- [WHAT TO PRODUCE]
Copy out lines with the word "strokeStyle" from the material that follows.

- [DATA TO EXAMINE]
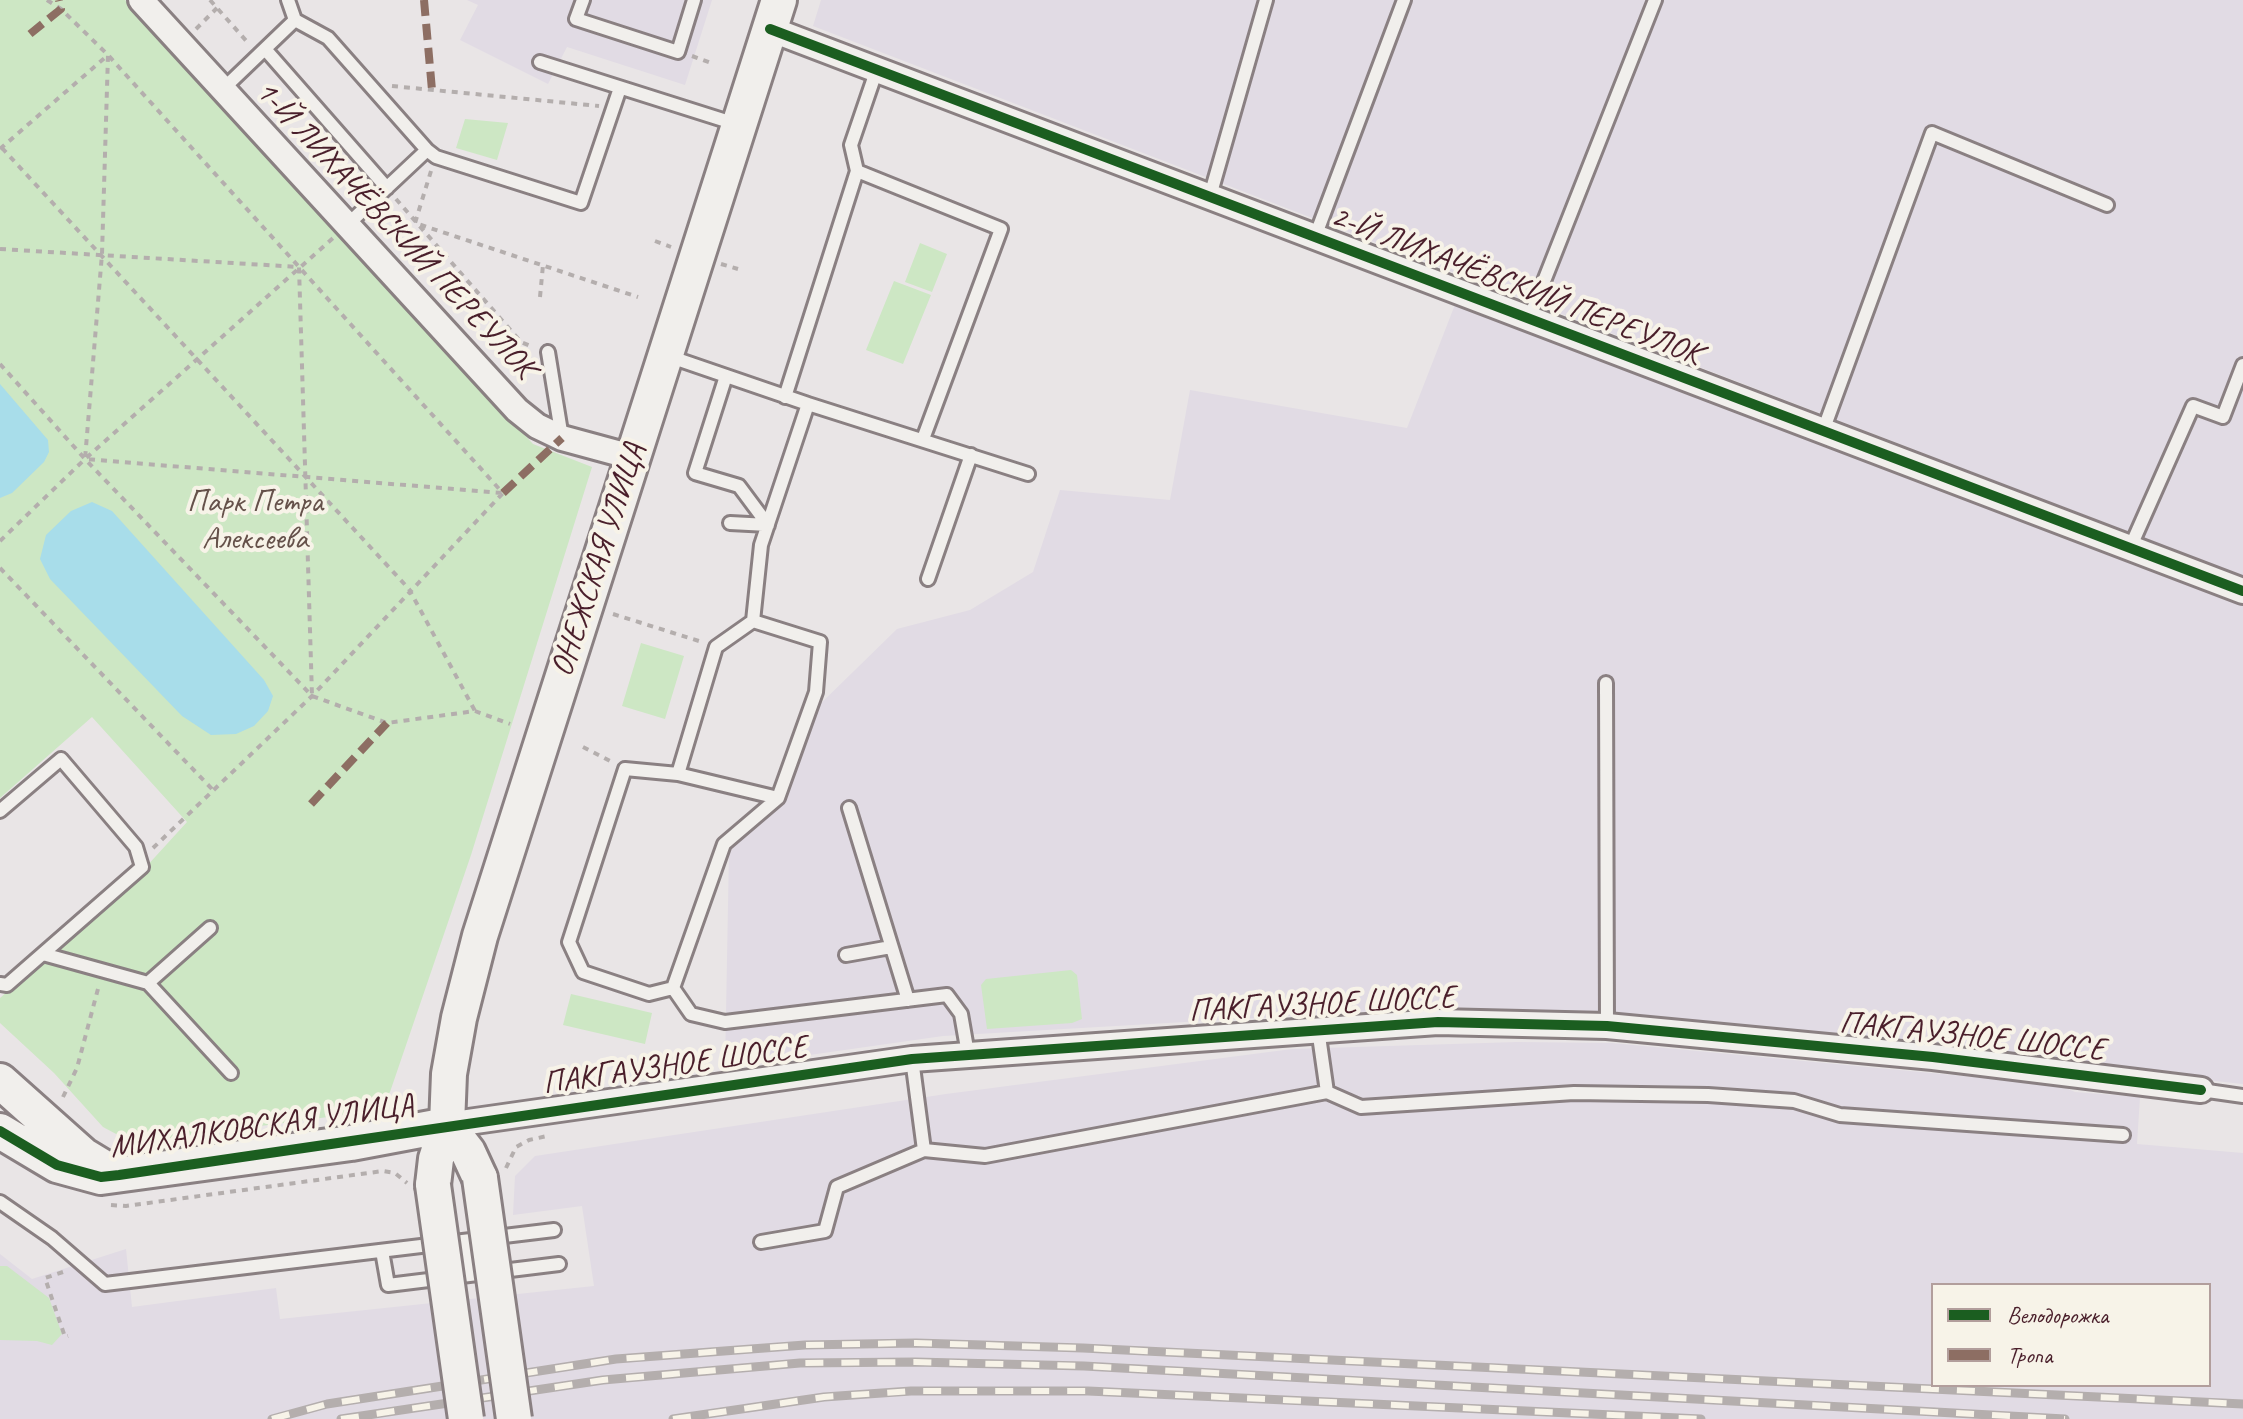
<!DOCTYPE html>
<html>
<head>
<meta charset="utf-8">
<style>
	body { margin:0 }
	#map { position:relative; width:2243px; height:1419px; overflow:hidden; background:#e9e5e6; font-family:Caveat,sans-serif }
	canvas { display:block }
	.legend { position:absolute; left:1931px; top:1283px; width:280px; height:104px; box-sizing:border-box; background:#f7f3e8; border:2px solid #b29e9c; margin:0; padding:10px 14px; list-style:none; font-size:24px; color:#4a1f2b }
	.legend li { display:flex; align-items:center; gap:16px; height:40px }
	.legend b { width:40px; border:2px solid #b29e9c }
</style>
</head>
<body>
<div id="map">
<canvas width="2243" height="1419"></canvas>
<ul class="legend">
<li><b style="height:10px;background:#1b5e20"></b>Велодорожка</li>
<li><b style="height:10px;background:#8d6e63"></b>Тропа</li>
</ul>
</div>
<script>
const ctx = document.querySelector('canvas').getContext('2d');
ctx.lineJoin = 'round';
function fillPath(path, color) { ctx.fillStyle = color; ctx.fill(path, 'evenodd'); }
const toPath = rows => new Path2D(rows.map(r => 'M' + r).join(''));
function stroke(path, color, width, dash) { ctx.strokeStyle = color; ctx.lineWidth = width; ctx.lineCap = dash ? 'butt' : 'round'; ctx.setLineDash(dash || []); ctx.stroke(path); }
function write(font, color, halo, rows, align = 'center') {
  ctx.font = font + ' Caveat,sans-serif'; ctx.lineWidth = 8; ctx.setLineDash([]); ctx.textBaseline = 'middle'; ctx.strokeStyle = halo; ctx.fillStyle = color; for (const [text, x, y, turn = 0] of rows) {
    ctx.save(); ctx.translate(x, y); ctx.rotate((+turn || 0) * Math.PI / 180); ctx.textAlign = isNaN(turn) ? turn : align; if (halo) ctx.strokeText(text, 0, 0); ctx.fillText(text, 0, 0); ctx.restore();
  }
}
const built = toPath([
	[467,0,712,0,685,85,567,47,548,84,460,40,478,5],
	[821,0,2243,0,2243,576,813,26],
	[1456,302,2243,605,2243,1084,1621,1017,1444,1007,943,1036,725,1067,729,851,785,800,813,711,897,629,970,610,1033,572,1060,490,1170,500,1190,390,1407,428],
	[1517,1042,1612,1043,2059,1085,2075,1092,2140,1097,2137,1144,2243,1153,2243,1419,0,1419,0,1254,32,1279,126,1249,132,1307,276,1288,280,1319,594,1286,582,1206,513,1215,515,1176,535,1156,946,1094,1292,1049],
	[1933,1285,2209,1285,2209,1385,1933,1385]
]);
const green = toPath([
	[0,0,125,0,533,444,592,467,471,855,390,1092,379,1106,358,1113,133,1143,103,1127,54,1073,0,1023,0,998,145,868,187,822,92,717,0,798],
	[465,119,508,123,497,160,456,148],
	[920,243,947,254,932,292,905,282],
	[894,281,931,295,903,364,866,350],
	[641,643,684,656,665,719,622,706],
	[1071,970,1077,975,1082,1019,1072,1023,987,1029,981,985,986,979],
	[571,994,652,1013,645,1044,563,1025],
	[0,1266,7,1266,49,1298,62,1334,52,1345,37,1341,0,1340]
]);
const water = toPath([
	[0,384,48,440,49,452,44,462,12,493,0,498],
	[92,502,112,511,264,680,273,696,268,711,254,726,236,734,211,735,182,716,50,579,40,559,46,535,71,511]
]);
const path = toPath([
	[47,0,61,9,108,55,501,491],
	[210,0,249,44],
	[196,29,217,8],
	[692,56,711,63],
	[392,86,599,106],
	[2,148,409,589,475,711],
	[0,149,108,55,102,254,85,459,503,493],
	[431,171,415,223,638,297],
	[396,199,521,342,533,347],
	[655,241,671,247],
	[0,249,299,267,312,696],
	[721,264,738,269],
	[540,297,543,265],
	[0,364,85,459,312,696,387,723,475,711,510,724],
	[0,541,85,459,333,238],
	[0,568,212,789],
	[613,614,702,642],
	[583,747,612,762],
	[153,848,312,696,503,493],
	[63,1097,77,1068,99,985],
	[506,1168,516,1147,529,1140,547,1136],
	[111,1205,126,1206,383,1171,395,1173,407,1183],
	[63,1272,45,1278,65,1337,68,1336]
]);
const lane = toPath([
	[288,0,295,20],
	[583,0,576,19,678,52,694,0],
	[265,49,387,188],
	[540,62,739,125],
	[222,90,295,20,328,38,427,150,346,226],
	[427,150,436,157,581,203,620,88],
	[857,171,1001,229,923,439],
	[1210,196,1266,0],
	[1315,237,1404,0],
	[1529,319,1655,0],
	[548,352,562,438],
	[668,356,808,404,761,545,753,621,716,647,678,774,625,769,569,942,583,972,649,994,673,988,724,844,778,798],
	[726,376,695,473,739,486,768,525],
	[785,397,857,171,851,145,877,69],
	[808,404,1028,474],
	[1823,431,1932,133,2107,205],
	[730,523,768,525],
	[2130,548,2193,406,2223,417,2243,365],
	[928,579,971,455],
	[1606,683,1607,1026],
	[678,774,778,798,816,692,820,642,753,621],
	[849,808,908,1000],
	[0,811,61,759,136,847,142,867,7,985,0,984],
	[43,954,148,983,231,1073],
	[846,955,891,947],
	[148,983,210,928],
	[673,988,691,1014,725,1022,947,995,961,1014,968,1054],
	[912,1059,924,1150,985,1156,1327,1092,1318,1029],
	[2201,1090,2243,1096],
	[1327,1092,1361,1107,1574,1093,1708,1095,1794,1101,1840,1115,2123,1135],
	[0,1202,52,1238,105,1284,554,1230],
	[465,1241,470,1275],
	[761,1242,825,1231,837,1187,924,1150],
	[382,1251,388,1285,559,1264]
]);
const street = toPath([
	[141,0,517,410,537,426,562,438,632,457],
	[770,29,2243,591],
	[447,1125,912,1059,1438,1022,1607,1026,1933,1057,2201,1090]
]);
const secondary = toPath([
	[0,1081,83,1155,111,1172],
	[447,1125,468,1152,480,1178],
	[0,1131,57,1165,101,1177,351,1143,447,1125],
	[433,1185,436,1159,447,1125,449,1074,459,1018,480,936,779,0]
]);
const rail = toPath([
	[272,1419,327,1404,616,1359,805,1345,916,1343,1083,1348,2243,1404],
	[341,1419,603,1380,800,1363,915,1362,1084,1366,2065,1419],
	[673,1419,824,1397,911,1391,1088,1391,1701,1419]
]);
const secondaryBridge = toPath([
	[480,1178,514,1419],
	[433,1185,466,1419]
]);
const quiet = toPath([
	[424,0,432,90],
	[30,34,61,9,59,0],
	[503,493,562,438],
	[311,804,387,723]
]);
const cycleway = toPath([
	[770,29,2243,591],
	[0,1131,57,1165,101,1177,119,1175,912,1059,1438,1022,1607,1026,1933,1057,2201,1090]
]);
const streetNames = [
	["1-Й ЛИХАЧЁВСКИЙ ПЕРЕУЛОК",395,230,47],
	["2-Й ЛИХАЧЁВСКИЙ ПЕРЕУЛОК",1516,286,21],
	["ОНЕЖСКАЯ УЛИЦА",599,560,-72],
	["ПАКГАУЗНОЕ ШОССЕ",1322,1005,-3],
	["ПАКГАУЗНОЕ ШОССЕ",1972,1037,6],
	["ПАКГАУЗНОЕ ШОССЕ",675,1066,-8],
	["МИХАЛКОВСКАЯ УЛИЦА",262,1127,-8]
];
const parkNames = [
	["Парк Петра",255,503],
	["Алексеева",255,540]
];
fillPath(built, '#e1dbe4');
fillPath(green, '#cde7c4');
fillPath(water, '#a8ddea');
stroke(lane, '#8a8082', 18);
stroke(street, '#8a8082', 30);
stroke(secondary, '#8a8082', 40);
stroke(path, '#b4aead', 4, [6, 6]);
stroke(lane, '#f1efec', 12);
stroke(street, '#f1efec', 24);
stroke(secondary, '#f1efec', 34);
stroke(rail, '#b4aead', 9);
stroke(rail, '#f7f3e8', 6, [18]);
stroke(secondaryBridge, '#8a8082', 40, []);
stroke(secondaryBridge, '#f1efec', 34);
stroke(quiet, '#8d6e63', 8, [16, 8]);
stroke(cycleway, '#1b5e20', 10);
write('32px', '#4a1f2b', '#f7f3e8', streetNames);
write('32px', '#65514a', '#f7f3e8', parkNames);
</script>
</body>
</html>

- [OUTPUT OF THE TASK]
function stroke(path, color, width, dash) { ctx.strokeStyle = color; ctx.lineWidth = width; ctx.lineCap = dash ? 'butt' : 'round'; ctx.setLineDash(dash || []); ctx.stroke(path); }
  ctx.font = font + ' Caveat,sans-serif'; ctx.lineWidth = 8; ctx.setLineDash([]); ctx.textBaseline = 'middle'; ctx.strokeStyle = halo; ctx.fillStyle = color; for (const [text, x, y, turn = 0] of rows) {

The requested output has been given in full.